* [What is expected]: Transcribe the whole listing below without changing a word, but leave out every image.

* [Input material]:
◇ ◇ ◇ ◇ ◇ ◇ ◇

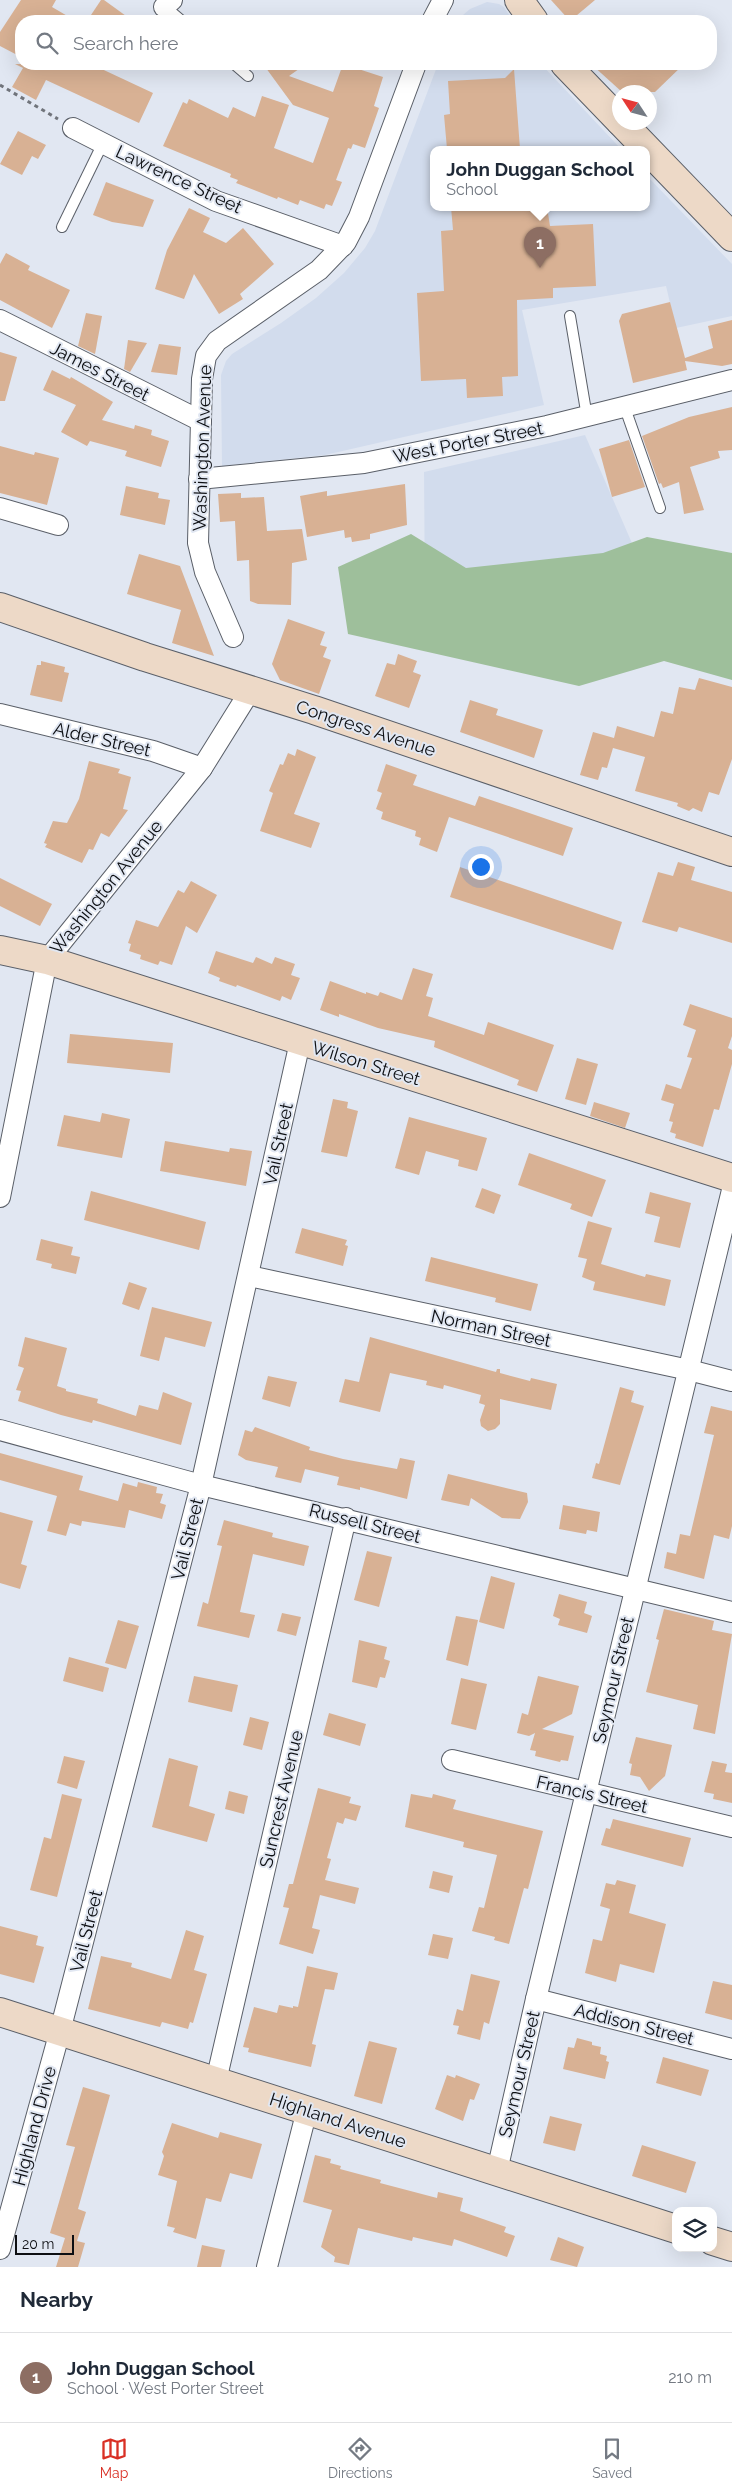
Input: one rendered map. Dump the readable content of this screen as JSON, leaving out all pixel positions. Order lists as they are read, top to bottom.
{
  "streets": {
    "street": [
      "Lawrence Street",
      "James Street",
      "West Porter Street",
      "Washington Avenue",
      "Congress Avenue",
      "Alder Street",
      "Wilson Street",
      "Vail Street",
      "Norman Street",
      "Russell Street",
      "Seymour Street",
      "Francis Street",
      "Suncrest Avenue",
      "Addison Street",
      "Highland Avenue",
      "Highland Drive"
    ]
  },
  "crossings": [
    ["Lawrence Street", "Washington Avenue"],
    ["James Street", "Washington Avenue"],
    ["West Porter Street", "Washington Avenue"],
    ["Washington Avenue", "Congress Avenue"],
    ["Washington Avenue", "Alder Street"],
    ["Washington Avenue", "Wilson Street"],
    ["Wilson Street", "Vail Street"],
    ["Vail Street", "Norman Street"],
    ["Vail Street", "Russell Street"],
    ["Vail Street", "Highland Avenue"],
    ["Vail Street", "Highland Drive"],
    ["Norman Street", "Seymour Street"],
    ["Russell Street", "Seymour Street"],
    ["Russell Street", "Suncrest Avenue"],
    ["Seymour Street", "Francis Street"],
    ["Seymour Street", "Addison Street"],
    ["Seymour Street", "Highland Avenue"],
    ["Suncrest Avenue", "Highland Avenue"],
    ["Highland Avenue", "Highland Drive"]
  ],
  "scale_bar": "20 m",
  "north": "top left",
  "page": {
    "search": "Search here",
    "popup": ["John Duggan School", "School"],
    "pins": "1",
    "scale": "20 m",
    "heading": "Nearby",
    "list": [
      {
        "mark": "1",
        "name": "John Duggan School",
        "note": "School · West Porter Street",
        "value": "210 m"
      }
    ],
    "nav": ["Map", "Directions", "Saved"]
  }
}
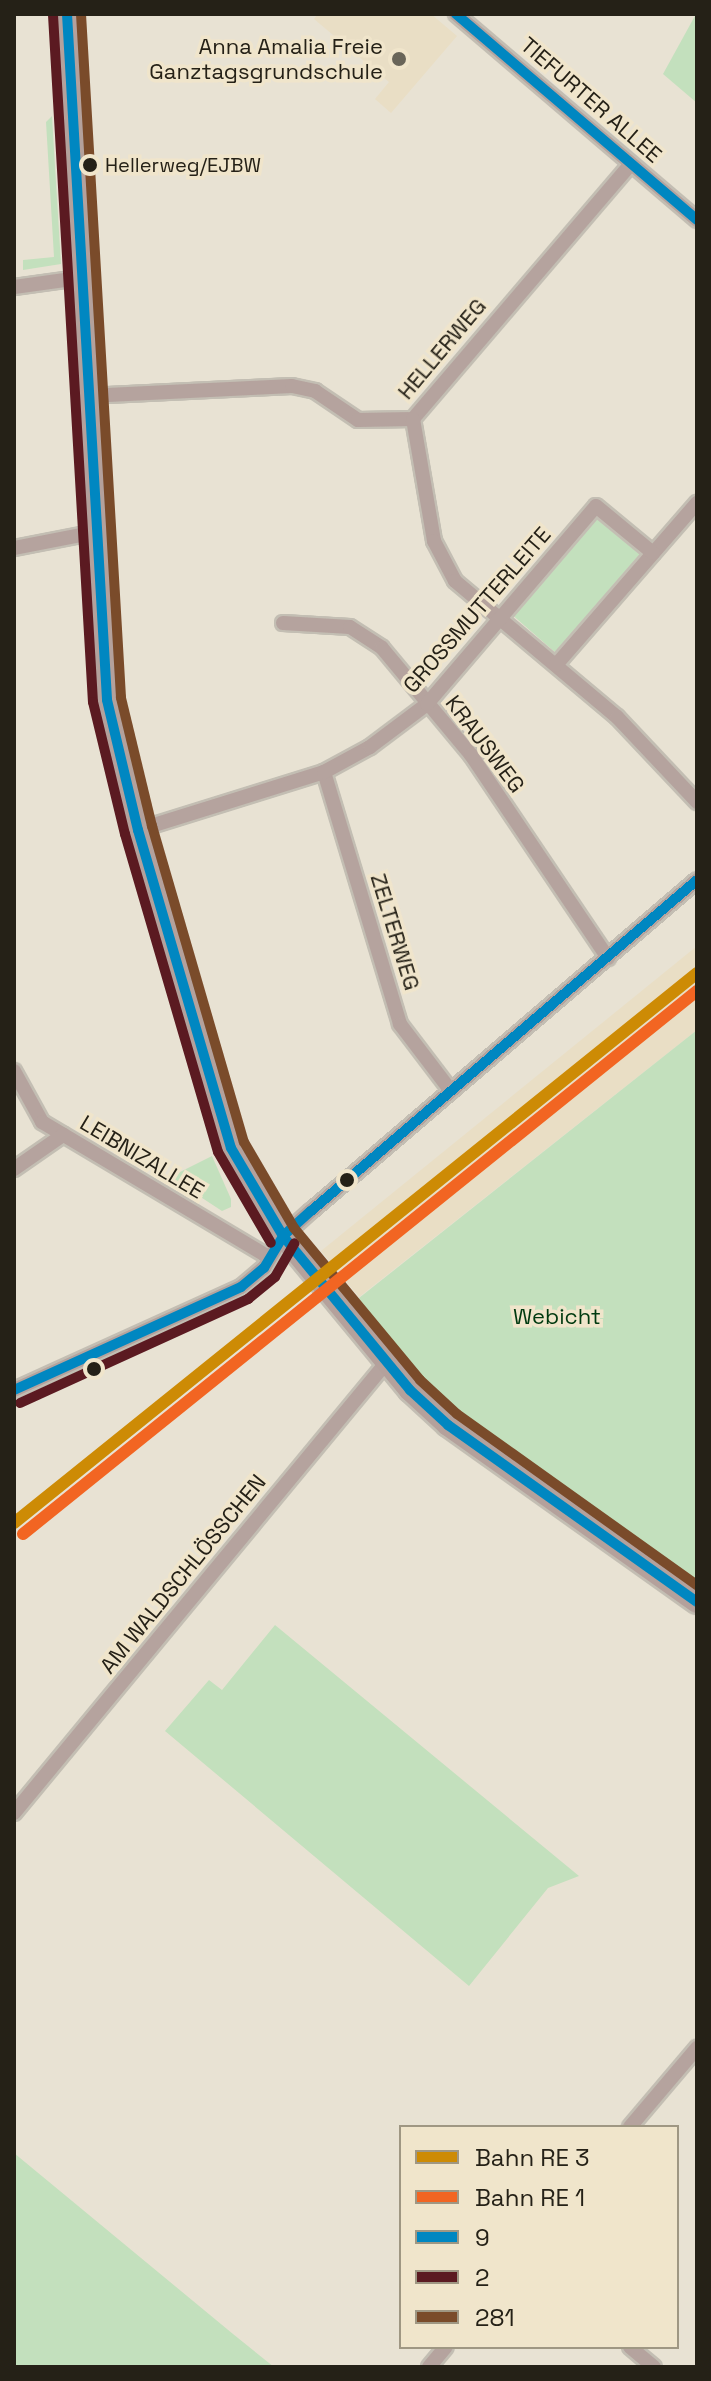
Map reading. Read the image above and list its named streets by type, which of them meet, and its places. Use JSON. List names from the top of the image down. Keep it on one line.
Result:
{"streets":{"street":["TIEFURTER ALLEE","HELLERWEG","GROSSMUTTERLEITE","KRAUSWEG","ZELTERWEG","LEIBNIZALLEE","AM WALDSCHLÖSSCHEN"]},"crossings":[["TIEFURTER ALLEE","HELLERWEG"],["GROSSMUTTERLEITE","KRAUSWEG"],["GROSSMUTTERLEITE","ZELTERWEG"]],"parks":["Webicht"],"places":["Anna Amalia Freie Ganztagsgrundschule","Hellerweg/EJBW"],"lines":["transit line 9","transit line 281","transit line 2"],"legend":["Bahn RE 3","Bahn RE 1","9","2","281"]}
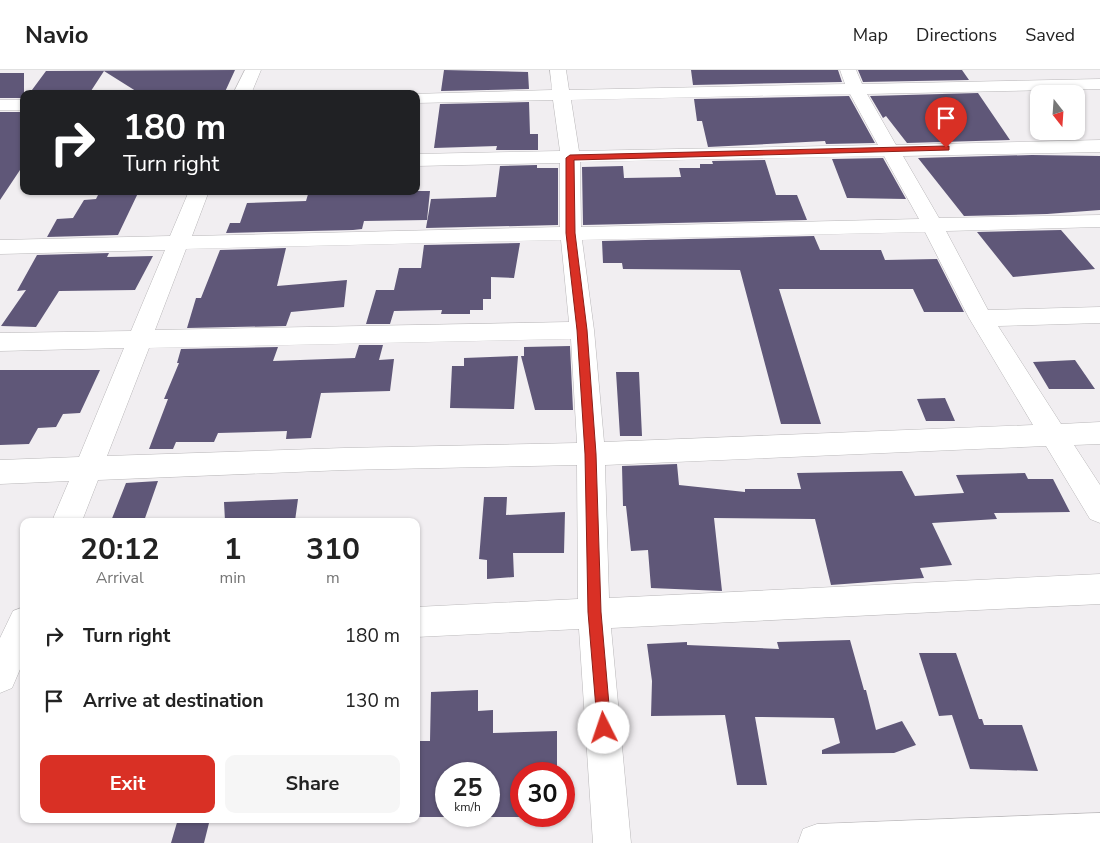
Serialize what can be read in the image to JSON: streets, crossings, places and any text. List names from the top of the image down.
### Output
{
  "north": "bottom",
  "page": {
    "header": "Navio",
    "nav": ["Map", "Directions", "Saved"],
    "turn": ["180 m", "Turn right"],
    "eta": [
      "20:12",
      "Arrival",
      "1",
      "min",
      "310",
      "m"
    ],
    "list": [
      {
        "name": "Turn right",
        "value": "180 m"
      },
      {
        "name": "Arrive at destination",
        "value": "130 m"
      }
    ],
    "buttons": ["Exit", "Share"],
    "speed": "25 km/h",
    "limit": "30"
  }
}
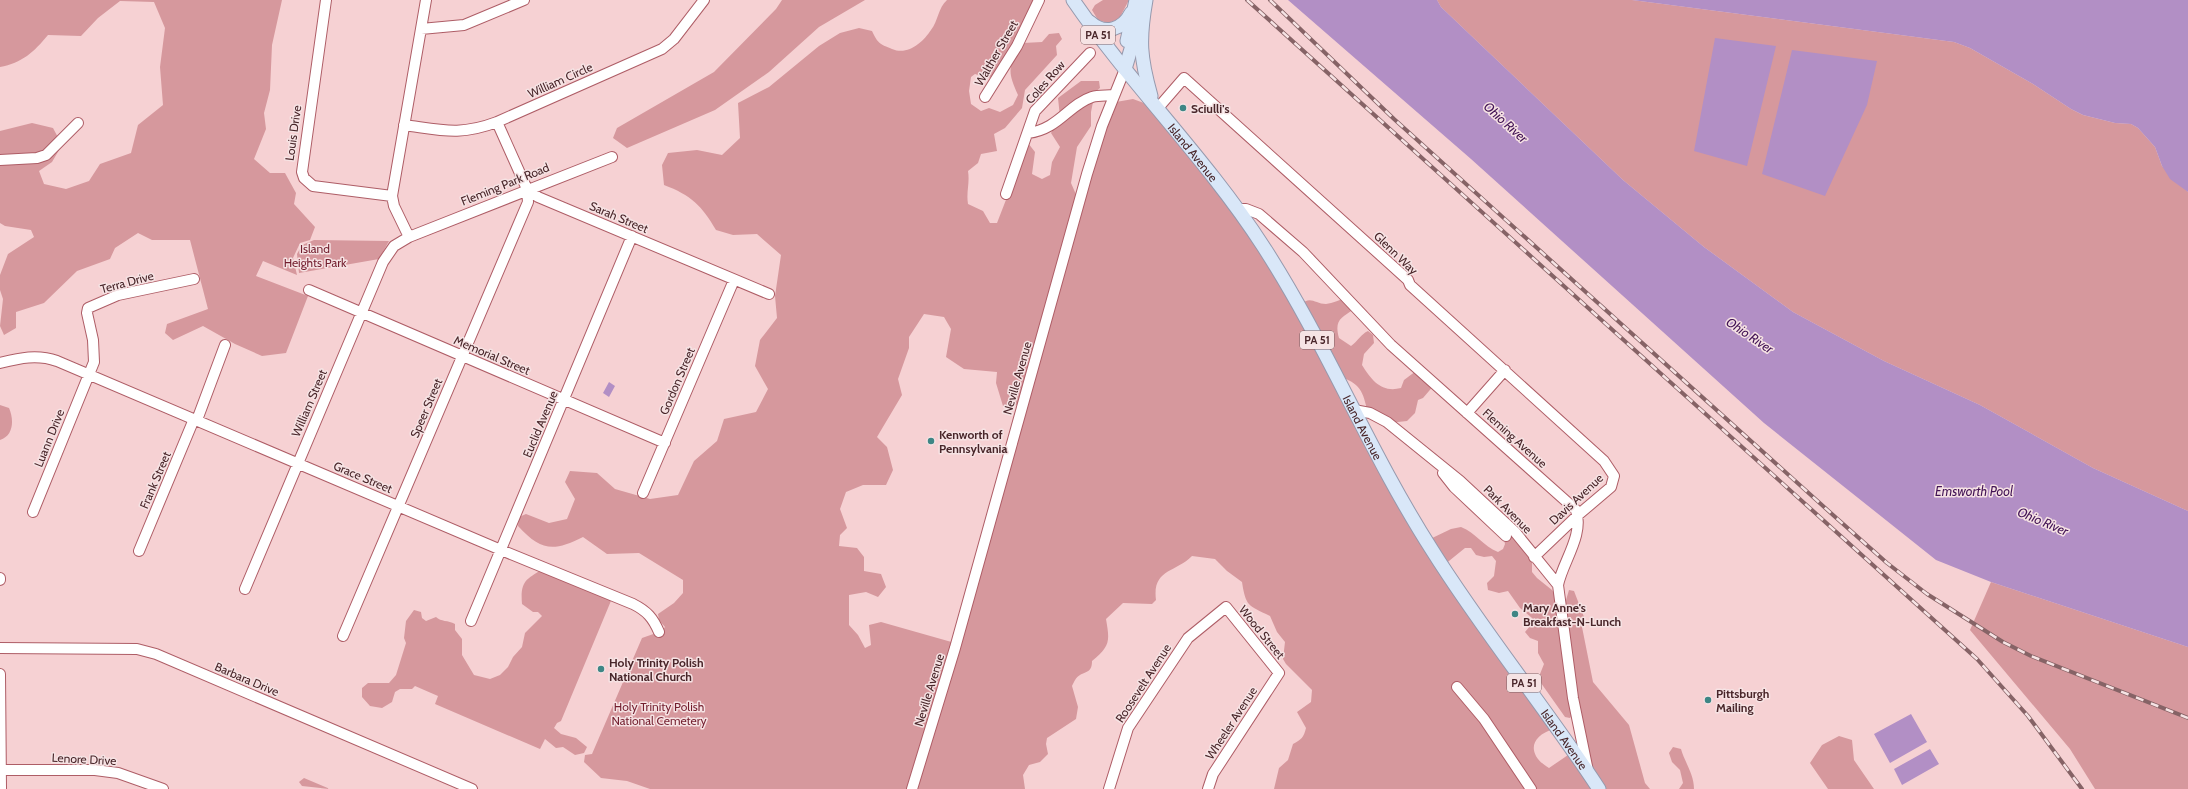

◇ ◇ ◇ ◇ ◇ ◇ ◇

* [Answer to this task]:
Input: one rendered map. Dump the readable content of this screen as JSON, leaving out all pixel positions. Order lists as they are read, top to bottom.
{
  "streets": {
    "street": [
      "Lawrence Street",
      "James Street",
      "West Porter Street",
      "Washington Avenue",
      "Congress Avenue",
      "Alder Street",
      "Wilson Street",
      "Vail Street",
      "Norman Street",
      "Russell Street",
      "Seymour Street",
      "Francis Street",
      "Suncrest Avenue",
      "Addison Street",
      "Highland Avenue",
      "Highland Drive"
    ]
  },
  "crossings": [
    ["Lawrence Street", "Washington Avenue"],
    ["James Street", "Washington Avenue"],
    ["West Porter Street", "Washington Avenue"],
    ["Washington Avenue", "Congress Avenue"],
    ["Washington Avenue", "Alder Street"],
    ["Washington Avenue", "Wilson Street"],
    ["Wilson Street", "Vail Street"],
    ["Vail Street", "Norman Street"],
    ["Vail Street", "Russell Street"],
    ["Vail Street", "Highland Avenue"],
    ["Vail Street", "Highland Drive"],
    ["Norman Street", "Seymour Street"],
    ["Russell Street", "Seymour Street"],
    ["Russell Street", "Suncrest Avenue"],
    ["Seymour Street", "Francis Street"],
    ["Seymour Street", "Addison Street"],
    ["Seymour Street", "Highland Avenue"],
    ["Suncrest Avenue", "Highland Avenue"],
    ["Highland Avenue", "Highland Drive"]
  ],
  "scale_bar": "20 m",
  "north": "top left",
  "page": {
    "search": "Search here",
    "popup": ["John Duggan School", "School"],
    "pins": "1",
    "scale": "20 m",
    "heading": "Nearby",
    "list": [
      {
        "mark": "1",
        "name": "John Duggan School",
        "note": "School · West Porter Street",
        "value": "210 m"
      }
    ],
    "nav": ["Map", "Directions", "Saved"]
  }
}
Map reading. Read the image above and list its named streets by type, which of them meet, and its places. Use JSON. List names from the top of the image down. Keep it on one line.
Result:
{"streets":{"street":["TIEFURTER ALLEE","HELLERWEG","GROSSMUTTERLEITE","KRAUSWEG","ZELTERWEG","LEIBNIZALLEE","AM WALDSCHLÖSSCHEN"]},"crossings":[["TIEFURTER ALLEE","HELLERWEG"],["GROSSMUTTERLEITE","KRAUSWEG"],["GROSSMUTTERLEITE","ZELTERWEG"]],"parks":["Webicht"],"places":["Anna Amalia Freie Ganztagsgrundschule","Hellerweg/EJBW"],"lines":["transit line 9","transit line 281","transit line 2"],"legend":["Bahn RE 3","Bahn RE 1","9","2","281"]}
Serialize what can be read in the image to JSON: streets, crossings, places and any text. List names from the top of the image down.
### Output
{
  "north": "bottom",
  "page": {
    "header": "Navio",
    "nav": ["Map", "Directions", "Saved"],
    "turn": ["180 m", "Turn right"],
    "eta": [
      "20:12",
      "Arrival",
      "1",
      "min",
      "310",
      "m"
    ],
    "list": [
      {
        "name": "Turn right",
        "value": "180 m"
      },
      {
        "name": "Arrive at destination",
        "value": "130 m"
      }
    ],
    "buttons": ["Exit", "Share"],
    "speed": "25 km/h",
    "limit": "30"
  }
}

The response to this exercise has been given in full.